Dhéode était responsable de l’administration de la justice royale et tenait le rôle de chef du conseil restreint où siégeaient les Cinq. De ce fait, il était l’un des hommes les plus influents de Galiaquilonem. Or, quand les pairs du royaume ne font figure que de simples valets auprès de la reine, l’ordre et le respect des institutions s’en trouvent davantage renforcés. C’était là son credo et la raison première de son apparente humilité.

Cardéa, quant à elle, dirigeait le Temple. Par conséquent, la hiérarchie la plaçait comme cheffe de tous les prêtres, de ceux des plus petits bourgs jusqu’aux puissants ecclésiastiques des grandes cités. Elle et lui étaient les seuls à posséder le privilège de pénétrer dans la tour où résidait la déesse souveraine.

Dhéode marcha jusqu’à son cabinet et tendit sa lourde cape de voyage et son manteau doublé de vair à un valet avant de détendre les muscles de son dos étroit. La grande prêtresse, Cardéa, regardait les dromonems avec méfiance. Elle craignait le désordre et avait transmis ses inquiétudes au chancelier.

Dans l’intimité de sa conscience, Dhéode songea qu’elle n’avait pas tort. Les dromonems étaient des fous. Il se trouvait à la tête d’une bande d’illuminés dangereux. Cette pensée dessina un sourire cynique sur son maigre visage. Il possédait, par ces hommes et ces femmes, ardents et intraitables défenseurs de la foi, une armée d’irraisonnés sans peur, capables de tout et fort heureusement, manipulables à loisir.

Cependant, la masse des dromonems ne faisait qu’enfler de jour en jour. Il lui fallait donc veiller à ce qu’ils ne deviennent pas une menace.

Le connétable Defer, le premier officier de l’armée royale, admirait leur ferveur mais redoutait l’impulsivité de ces fanatiques.

Ces dévots plaçaient la parole de la déesse au-dessus de la justice des Hommes.

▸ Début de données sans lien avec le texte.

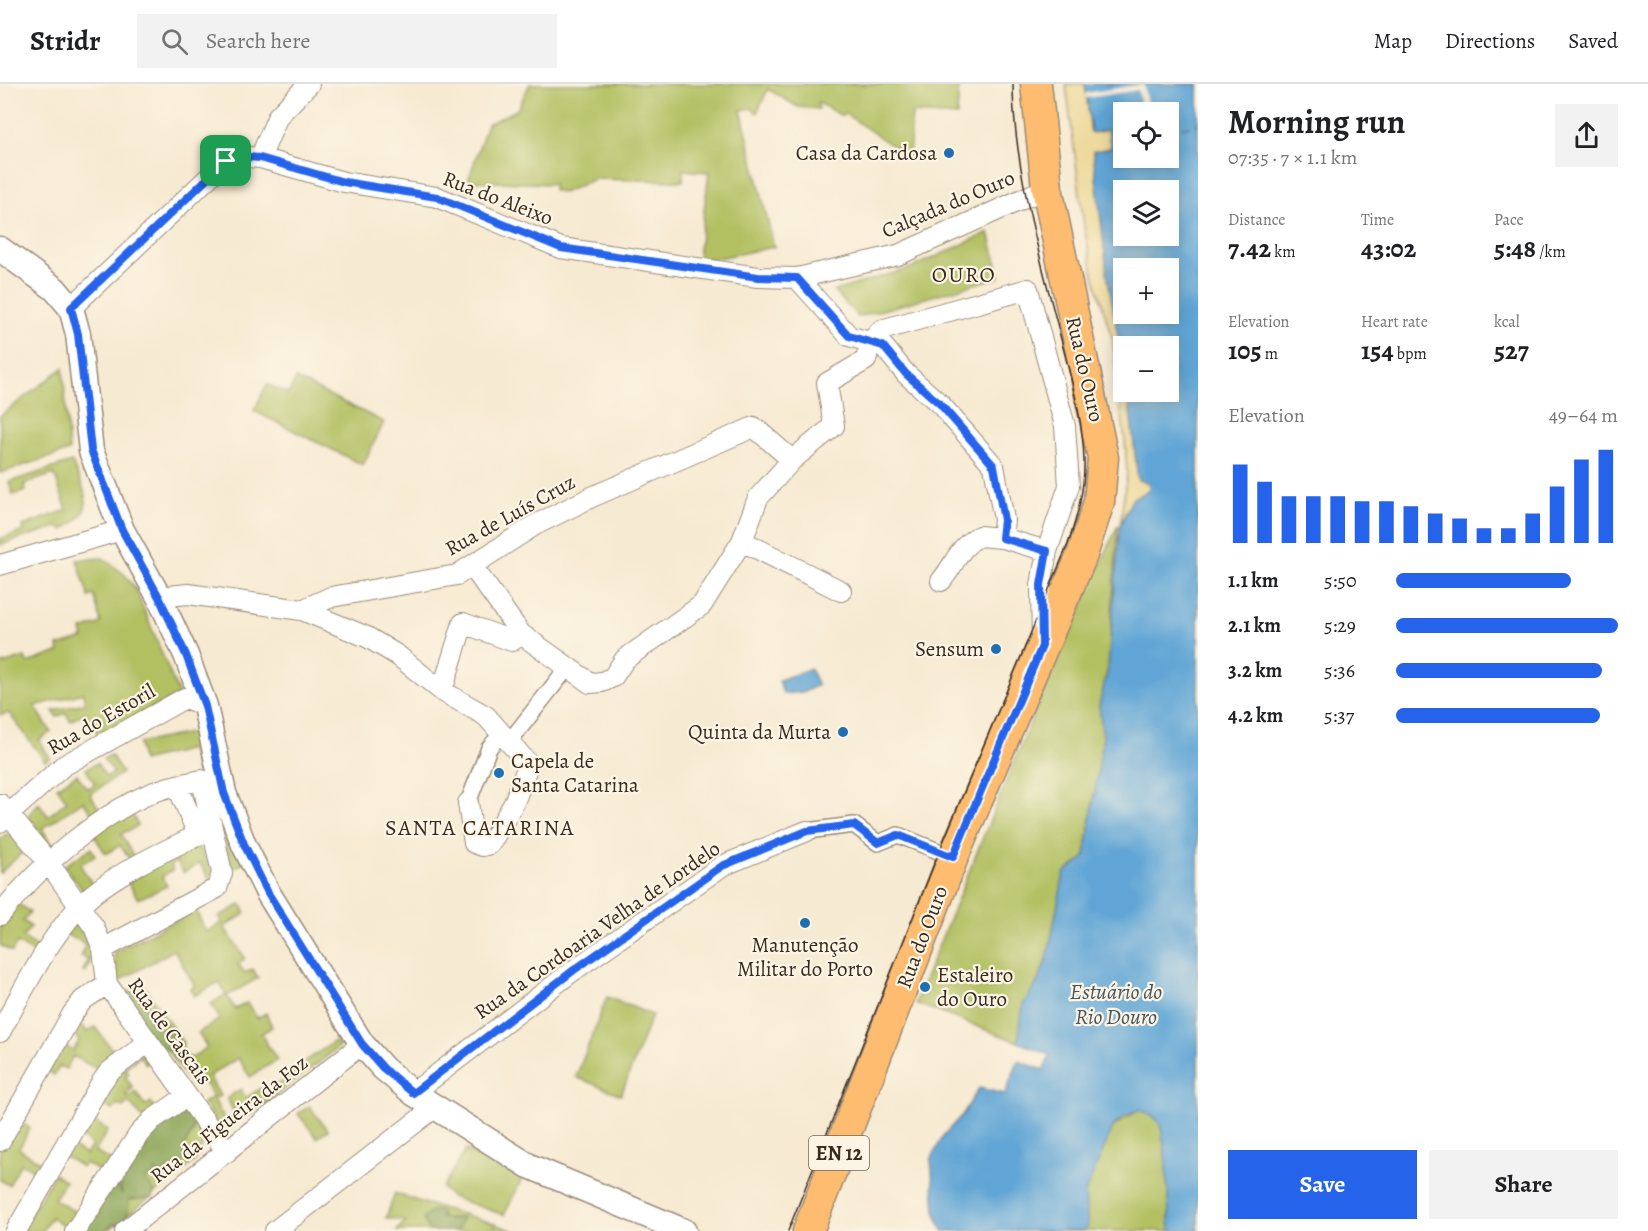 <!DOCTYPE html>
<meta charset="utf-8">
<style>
body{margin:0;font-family:Alegreya,serif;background:#f2f2f2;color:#202124;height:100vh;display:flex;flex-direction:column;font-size:22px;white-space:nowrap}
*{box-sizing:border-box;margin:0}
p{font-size:20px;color:#757577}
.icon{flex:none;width:33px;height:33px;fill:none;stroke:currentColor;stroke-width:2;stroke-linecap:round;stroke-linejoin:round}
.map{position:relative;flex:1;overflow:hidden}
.panel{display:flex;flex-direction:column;background:#fff;width:450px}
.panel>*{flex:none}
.controls{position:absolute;left:1113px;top:18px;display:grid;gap:12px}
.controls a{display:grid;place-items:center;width:66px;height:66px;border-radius:0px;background:#fff;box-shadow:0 3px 15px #0003;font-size:30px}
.pin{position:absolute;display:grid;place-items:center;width:51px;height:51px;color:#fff;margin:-26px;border-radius:12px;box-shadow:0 3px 9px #0006}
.round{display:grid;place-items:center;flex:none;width:63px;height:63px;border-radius:0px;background:#f2f2f2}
.summary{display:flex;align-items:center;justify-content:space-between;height:102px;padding:0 30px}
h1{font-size:33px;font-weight:700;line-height:45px}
.stats{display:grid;grid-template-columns:repeat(3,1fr);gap:9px;height:102px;padding:6px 30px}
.stats div{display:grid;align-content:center}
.stats b{font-size:26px;font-weight:700}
.stats small{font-size:16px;font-weight:400}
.stats p{font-size:16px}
.chart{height:168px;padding:12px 30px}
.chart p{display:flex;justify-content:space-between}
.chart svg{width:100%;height:108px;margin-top:6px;stroke:#2563eb;stroke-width:6}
.button{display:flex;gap:12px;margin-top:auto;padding:12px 30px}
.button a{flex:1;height:69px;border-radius:0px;background:#2563eb;color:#fff;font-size:24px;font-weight:700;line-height:69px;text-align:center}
.button a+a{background:#f2f2f2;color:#202124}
ul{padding:0 30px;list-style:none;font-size:20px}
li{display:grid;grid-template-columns:96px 72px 1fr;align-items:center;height:45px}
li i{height:15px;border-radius:8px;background:#2563eb}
header{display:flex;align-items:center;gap:36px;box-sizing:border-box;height:84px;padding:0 30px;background:#fff;border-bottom:2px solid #e0e0e0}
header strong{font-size:28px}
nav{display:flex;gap:33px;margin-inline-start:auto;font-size:21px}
.search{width:420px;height:54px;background:#f2f2f2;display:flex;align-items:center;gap:15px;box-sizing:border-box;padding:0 21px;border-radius:0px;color:#757577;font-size:22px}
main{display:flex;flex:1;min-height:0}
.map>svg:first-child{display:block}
.green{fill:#b2c062;stroke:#767540;stroke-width:1.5}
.forest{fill:#8da658;stroke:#64683b;stroke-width:1.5}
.sand{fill:#eeda9e;stroke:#94825e;stroke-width:1.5}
.water{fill:#60a5d5;stroke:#4e687a;stroke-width:1.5;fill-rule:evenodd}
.pier{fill:#f7ead2}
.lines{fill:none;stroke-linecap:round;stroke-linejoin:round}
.ferry{stroke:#48555e;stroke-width:1.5;stroke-dasharray:8 6;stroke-linecap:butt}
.pedestrian-casing{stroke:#998a78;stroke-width:18}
.minor-casing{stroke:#998a78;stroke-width:22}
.tertiary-casing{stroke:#998a78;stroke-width:27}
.primary-casing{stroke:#998a78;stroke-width:33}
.pedestrian{stroke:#fff;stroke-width:15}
.minor{stroke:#fff;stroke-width:20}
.tertiary{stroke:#fff;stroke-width:24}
.primary{stroke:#febc70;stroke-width:30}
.tram{stroke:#3b2a1e;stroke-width:1.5}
.route-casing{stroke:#fff;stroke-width:12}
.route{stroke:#2563eb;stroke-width:8}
.poi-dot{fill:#1f6fb2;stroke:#fcf5e5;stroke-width:2}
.labels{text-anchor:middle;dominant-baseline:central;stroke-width:4.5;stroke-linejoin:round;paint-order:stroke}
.shield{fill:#fcf5e5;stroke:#75675a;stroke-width:1.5}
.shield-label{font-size:20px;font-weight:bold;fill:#3b2a1e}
.poi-label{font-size:21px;fill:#3b2a1e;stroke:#fcf5e5;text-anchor:end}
.street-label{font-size:21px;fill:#3b2a1e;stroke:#fcf5e5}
.neighbourhood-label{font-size:22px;letter-spacing:1.5px;fill:#3b2a1e;stroke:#fcf5e5}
.water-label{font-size:22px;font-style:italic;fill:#48555e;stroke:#fcf5e5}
</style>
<header>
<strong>Stridr</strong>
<div class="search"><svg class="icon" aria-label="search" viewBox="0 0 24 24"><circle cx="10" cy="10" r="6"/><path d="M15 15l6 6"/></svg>Search here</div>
<nav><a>Map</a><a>Directions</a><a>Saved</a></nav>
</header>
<main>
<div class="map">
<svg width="1198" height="1147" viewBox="0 0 1198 1147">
<rect width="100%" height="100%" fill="#fcf5e5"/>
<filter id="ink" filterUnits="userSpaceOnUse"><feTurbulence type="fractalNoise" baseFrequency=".0167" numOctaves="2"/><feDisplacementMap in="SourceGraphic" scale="12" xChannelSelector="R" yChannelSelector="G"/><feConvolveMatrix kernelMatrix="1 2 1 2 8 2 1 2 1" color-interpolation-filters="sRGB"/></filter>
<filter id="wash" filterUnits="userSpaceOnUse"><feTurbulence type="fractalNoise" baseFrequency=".008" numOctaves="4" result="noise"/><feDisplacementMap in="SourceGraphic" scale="24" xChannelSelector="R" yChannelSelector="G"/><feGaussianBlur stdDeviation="1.35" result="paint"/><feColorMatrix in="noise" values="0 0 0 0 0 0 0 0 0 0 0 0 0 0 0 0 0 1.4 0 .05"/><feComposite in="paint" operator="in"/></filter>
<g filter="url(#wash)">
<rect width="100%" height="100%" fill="#f7ead2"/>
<!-- green -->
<path class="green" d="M530 0H959L957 32 912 29 909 73 844 29 842 32 817 18 819 25 798 23 768 5 757 29 751 24 741 26 774 163 708 176 698 174 709 88 683 86V97L594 95 563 109 553 106V100L468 97 487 40 517 26Z
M989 148 1000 193 858 233 834 207 914 183Z
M63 284 69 367 0 389V332Z
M296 295 384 338 363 381 254 327 267 300 288 310Z
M72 378C85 410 99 425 63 446L57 443 0 461V455L24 447 23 442 67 426 54 390 24 400 26 407 13 411 9 398Z
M1118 441 1108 584 1099 622 1103 653 1085 773 1064 789 1047 875 1036 901 1023 920 1018 958 915 919 1033 632Z
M103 474 124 490 135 504 179 611 98 651 86 629 70 637 66 629 57 633 53 627 85 619 83 609 35 622 51 648 39 656 50 674 45 677 9 629 0 631V581L25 573 27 579 59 568 58 562 84 554 82 546 101 539 94 511 89 513 77 476Z
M200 647 244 779 232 785 205 689H197L191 665 142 677 139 659Z
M111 671 122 689 90 710 102 729 95 734 83 717 42 745 54 763 50 765 28 737 29 730 39 719 48 732 67 717 57 703 77 690 87 705 95 700 86 685 97 679 106 693 114 688 103 675Z
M130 726 138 742 121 750 135 775 131 777 120 761 106 770 93 750Z
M6 750 11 751 24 767 0 789V755Z
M194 762 199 764 214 788 210 796 200 779 183 789 177 778 171 781 173 786 162 792 167 802 138 815 126 795Z
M91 764 95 771 80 781 93 801 84 808 64 782Z
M15 818 30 828 23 837 31 843 23 853 38 864 37 871 17 859 12 868 0 861V836Z
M241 820 246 829 224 843 245 874 238 880 245 889 253 885 258 894 227 912 235 925 247 919 257 934 266 929 272 943 261 950 277 976 250 993 238 974 209 992 220 1012 214 1015 229 1045H221L203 1019 213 1013 199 990 189 997 130 914 144 902 183 959 182 965 190 975 207 963 198 949 220 935 211 920 226 910 219 898 194 912 190 905 195 902 174 866 117 898 114 868 196 826 206 848 222 839 219 833Z
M78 836C90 856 97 867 85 889L83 887 88 876 81 872 86 860 65 850Z
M607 913 652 931 621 1011 576 993Z
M75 931 87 948 95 943 116 971 99 986 73 972 66 985 60 982 54 991 43 985 59 958 73 967 79 957 68 942Z
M335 957 339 963 250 1031 244 1021 233 1027 227 1014 241 1005 246 1014 266 1001 270 1006 289 993 288 989Z
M142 968 149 978 146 980 140 972 125 984 129 989 125 992 133 1004 126 1010 128 1013 136 1008 145 1022 151 1018 157 1026 144 1035 128 1018 123 1023 117 1020 113 1026 95 1017 108 998Z
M309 1022 328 1046 317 1054 298 1030Z
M179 1023 200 1050 203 1061 195 1077 108 1147H81L141 1052Z
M1139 1026C1146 1029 1155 1032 1159 1039 1167 1055 1168 1126 1170 1147H1062L1113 1043Z
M16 1036 30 1044 19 1065 45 1081 40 1090 21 1079 9 1101 0 1096V1065Z
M93 1037 108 1046 95 1068 112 1077 106 1091 85 1079 82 1083 64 1072 70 1061 86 1071 92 1061 83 1054Z
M466 1066 522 1095 504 1131 452 1113 442 1104Z
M54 1090 65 1097 54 1115 80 1131 70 1146 51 1133 42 1147H21Z
M395 1109C434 1125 474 1130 513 1147H497L495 1143 485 1147H396L406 1137 386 1134Z"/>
<!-- forest -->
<path class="forest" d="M127 907H133C141 920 154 928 161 942L164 940 170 944 175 960 172 966 161 964 124 918Z
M175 1028 191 1033 194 1038 192 1049 184 1062 186 1075 161 1092 155 1087 152 1092 145 1094 154 1108 152 1114 129 1116 128 1128 122 1140H112L105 1147H79C89 1130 103 1144 99 1115L115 1103H118L122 1110 120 1097 134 1066 142 1068 146 1065 145 1052Z
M433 1126 442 1128 441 1134H462L457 1147H429L423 1135Z"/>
<!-- sand -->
<path class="sand" d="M1066 0H1085L1091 49 1108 46 1111 65 1093 68 1108 194 1123 281 1124 308H1128L1138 396 1150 399 1149 408 1133 414 1120 441 1127 389 1125 356 1112 254 1093 189 1084 142Z"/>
<!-- water -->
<path class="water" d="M1085 0H1198V1147H1170C1168 1125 1167 1055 1159 1039 1155 1032 1147 1029 1139 1026L1124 1033 1113 1043 1085 1109 1088 1141 1085 1147H943L935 1127 931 1076 943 1052 963 1030 979 1004 1005 1010 1018 977 1044 986 1050 971 1018 958 1023 920 1036 901 1047 875 1064 789 1085 773 1103 653 1099 622 1108 584 1120 441 1133 414 1149 407V399L1138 396 1128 308H1168V262H1124L1123 281 1108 195 1093 67 1111 64 1108 46 1091 49ZM1124 28H1168V74H1124ZM1124 106H1168V152H1124ZM1124 184H1168V230H1124Z
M810 585 818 601 804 608 783 610 779 596Z"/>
<!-- pier -->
<path class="pier" d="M1144 0 1147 20 1141 21 1138 6 1086 14V9Z"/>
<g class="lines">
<!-- ferry -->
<path class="ferry" d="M1168 47 1198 40"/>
</g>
</g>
<g filter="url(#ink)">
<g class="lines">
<defs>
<path id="pedestrian" d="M509 658 568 583
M468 719 489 664 501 650
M807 747 854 741 878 759 898 751 953 773"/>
<path id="minor" d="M260 74 278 32 309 0
M797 194 849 252 883 262 906 290 940 320 994 382 1004 436 1002 454
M71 224 226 77 236 72 260 74 344 98 437 113 561 164 758 193 797 194 898 171 1047 104
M742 457 841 507
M0 481 122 446
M472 482 521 550 590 599 602 598 613 593 625 575 702 521 742 457 758 414 792 376 834 342 827 299 866 276 870 259 881 246 1028 205 1065 342 1069 402 1047 467 1041 501 1042 557
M941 497C955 481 959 462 979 452L1002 454 1047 467
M159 513 188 510 302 526 331 513 457 491 535 441 594 412 754 343 792 376
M302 526 367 553 397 571 442 607 486 632 525 676 528 681 514 719 490 760 482 762 474 759 468 719
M442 607 463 539 512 557 521 550
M202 696 213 748 198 751 177 701Z
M0 720 48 778 94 843 103 865 107 900 227 1068
M0 738 63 682 185 614 205 622
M0 831C38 782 116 714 177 701
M103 865 217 804 222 789 213 748
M0 948C25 904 53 843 93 810 124 785 163 768 198 751
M413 1009 574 886 722 782 807 747
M0 1057 73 929 83 916 107 900
M16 1147 101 999 109 988 147 959
M75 1147 139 1050 152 1036 187 1012
M125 1147 362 960
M275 1147 434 1024"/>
<path id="tertiary" d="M0 165 55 205 71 224 78 250 91 367 122 446 159 513 186 571 205 622 224 709 244 761 268 809 362 960 383 984 413 1009 529 1082 684 1147"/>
<path id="primary" d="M808 1147 953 773 1082 471 1099 418 1103 374 1047 104 1036 0"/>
</defs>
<!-- pedestrian casing -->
<use href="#pedestrian" class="pedestrian-casing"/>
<!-- minor casing -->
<use href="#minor" class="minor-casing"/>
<!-- tertiary casing -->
<use href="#tertiary" class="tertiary-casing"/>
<!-- primary casing -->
<use href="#primary" class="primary-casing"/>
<!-- pedestrian -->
<use href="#pedestrian" class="pedestrian"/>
<!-- minor -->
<use href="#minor" class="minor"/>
<!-- tertiary -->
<use href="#tertiary" class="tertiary"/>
<!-- primary -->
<use href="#primary" class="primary"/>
<!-- tram -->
<path class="tram" d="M788 1147 939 768 1068 460C1077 433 1085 405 1084 376 1083 333 1070 292 1060 251 1040 174 1013 79 1013 0"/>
</g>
</g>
<g class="lines" filter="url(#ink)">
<defs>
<path id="route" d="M236 72 260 74 344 98 437 113 561 164 758 193 797 194 849 252 883 262 906 290 940 320 994 382 1004 436 1002 454 1047 467 1041 501 1042 562 953 773 898 751 878 759 854 741 807 747 722 782 574 886 413 1009 383 984 362 960 268 809 244 760 224 709 205 622 186 571 159 513 122 446 91 366 78 250 71 224 226 77Z"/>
</defs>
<!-- route casing -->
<use href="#route" class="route-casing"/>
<!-- route -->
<use href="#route" class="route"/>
</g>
<!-- markers -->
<g class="poi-dot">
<circle cx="949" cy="69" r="6"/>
<circle cx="996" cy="565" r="6"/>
<circle cx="843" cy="648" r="6"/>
<circle cx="499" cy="689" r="6"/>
<circle cx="805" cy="839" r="6"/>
<circle cx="925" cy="903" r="6"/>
</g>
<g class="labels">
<!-- shield labels -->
<rect class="shield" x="809" y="1052" width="60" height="34" rx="4.5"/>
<g class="shield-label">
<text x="839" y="1069">EN 12</text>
</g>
<!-- poi labels -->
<g class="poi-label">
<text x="937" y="69">Casa da Cardosa</text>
<text x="984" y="565">Sensum</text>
<text x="831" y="648">Quinta da Murta</text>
<text x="511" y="677" text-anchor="start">Capela de<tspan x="511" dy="24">Santa Catarina</tspan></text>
<text x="805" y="861" text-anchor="middle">Manutenção<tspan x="805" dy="24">Militar do Porto</tspan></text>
<text x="937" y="891" text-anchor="start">Estaleiro<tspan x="937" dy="24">do Ouro</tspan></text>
</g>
<!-- street labels -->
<g class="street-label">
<text transform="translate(498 114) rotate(21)">Rua do Aleixo</text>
<text transform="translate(948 120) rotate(-23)">Calçada do Ouro</text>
<text transform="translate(1085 285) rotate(77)">Rua do Ouro</text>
<text transform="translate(510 431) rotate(-29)">Rua de Luís Cruz</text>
<text transform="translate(101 635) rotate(-30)">Rua do Estoril</text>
<text transform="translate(597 846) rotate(-35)">Rua da Cordoaria Velha de Lordelo</text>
<text transform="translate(922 853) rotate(-69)">Rua do Ouro</text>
<text transform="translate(170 947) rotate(54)">Rua de Cascais</text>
<text transform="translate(229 1035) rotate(-38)">Rua da Figueira da Foz</text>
</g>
<!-- neighbourhood labels -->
<g class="neighbourhood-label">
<text x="964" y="191">OURO</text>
<text x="480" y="744">SANTA CATARINA</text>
</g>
<!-- water labels -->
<g class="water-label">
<text x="1116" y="908">Estuário do<tspan x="1116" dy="25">Rio Douro</tspan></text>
</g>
</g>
</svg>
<div class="controls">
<a><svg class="icon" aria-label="locate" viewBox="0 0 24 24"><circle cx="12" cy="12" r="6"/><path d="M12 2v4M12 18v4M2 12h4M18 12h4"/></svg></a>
<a><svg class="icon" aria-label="layers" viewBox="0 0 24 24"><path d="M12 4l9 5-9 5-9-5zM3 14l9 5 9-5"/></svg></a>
<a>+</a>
<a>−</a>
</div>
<div class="pin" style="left:226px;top:77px;background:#1e9e55"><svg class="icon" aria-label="arrive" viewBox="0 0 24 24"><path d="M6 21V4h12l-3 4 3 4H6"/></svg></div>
</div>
<section class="panel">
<div class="summary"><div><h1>Morning run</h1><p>07:35 · 7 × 1.1 km</p></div><a class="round"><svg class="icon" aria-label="share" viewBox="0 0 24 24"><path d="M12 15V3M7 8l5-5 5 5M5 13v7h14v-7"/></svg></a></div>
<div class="stats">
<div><p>Distance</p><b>7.42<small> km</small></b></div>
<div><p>Time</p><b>43:02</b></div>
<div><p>Pace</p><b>5:48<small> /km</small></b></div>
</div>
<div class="stats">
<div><p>Elevation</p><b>105<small> m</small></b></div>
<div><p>Heart rate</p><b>154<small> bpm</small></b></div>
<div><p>kcal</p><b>527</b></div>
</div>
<div class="chart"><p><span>Elevation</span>49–64 m</p>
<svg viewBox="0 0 160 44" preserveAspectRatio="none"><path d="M5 44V12M15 44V19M25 44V25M35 44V25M45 44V25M55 44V27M65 44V27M75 44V29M85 44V32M95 44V34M105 44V38M115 44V38M125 44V32M135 44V21M145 44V10M155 44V6"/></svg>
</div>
<ul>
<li><b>1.1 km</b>5:50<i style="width:79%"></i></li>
<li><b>2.1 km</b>5:29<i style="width:100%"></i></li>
<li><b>3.2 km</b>5:36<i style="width:93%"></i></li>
<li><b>4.2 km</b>5:37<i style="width:92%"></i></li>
</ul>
<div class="button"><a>Save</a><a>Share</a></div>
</section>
</main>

De ce fait, ils s’octroyaient parfois un pouvoir qu’ils ne possédaient pas. Mais, bien que prudent, Dhéode préférait s’en réjouir.

Que ces exaltés outrepassent les lois si cela arrangeait ses affaires et faisait trembler les ennemis du Temple. Les puissants parvenaient toujours à s’accommoder avec les lois. D’ailleurs, pour le cas des quatre écartelés, quelques pots-de-vin bien distribués avaient suffi à faire taire les contestations.

— Mensa ! appela soudain Dhéode.

Le petit homme apparut d’un pas pressé avant de se fendre d’une profonde révérence.

— Votre Éminence…

— Qu’on me remplisse l’étuve et qu’on m’apporte ma cape grenat, ordonna le chancelier avant de tourner les talons. Veille aussi à ce que la litière soit prête dans une heure.

Au service de la déesse et du royaume, la vie privée n’avait pas lieu d’être et les instants d’intimité et de repos s’avéraient extrêmement rares et fugaces. Le prêtre s’était voué à une existence de servitude, entièrement soumise à la monarque et aux intérêts de Galiaquilonem.

La reine.

La procession de Dilovran se déroulerait dans trois semaines et avant de se pencher sur la gestion des affaires courantes qui avait pris du retard à cause de ce voyage, Dhéode se devait encore de vérifier que tout était en ordre pour l’événement le plus attendu de l’année.

 

*

 

Le jour tombait au ponant. Le brouillard affluait des bas-fonds, suintait de la terre froide des champs et s’échappait en volutes saccadées du souffle des voyageurs.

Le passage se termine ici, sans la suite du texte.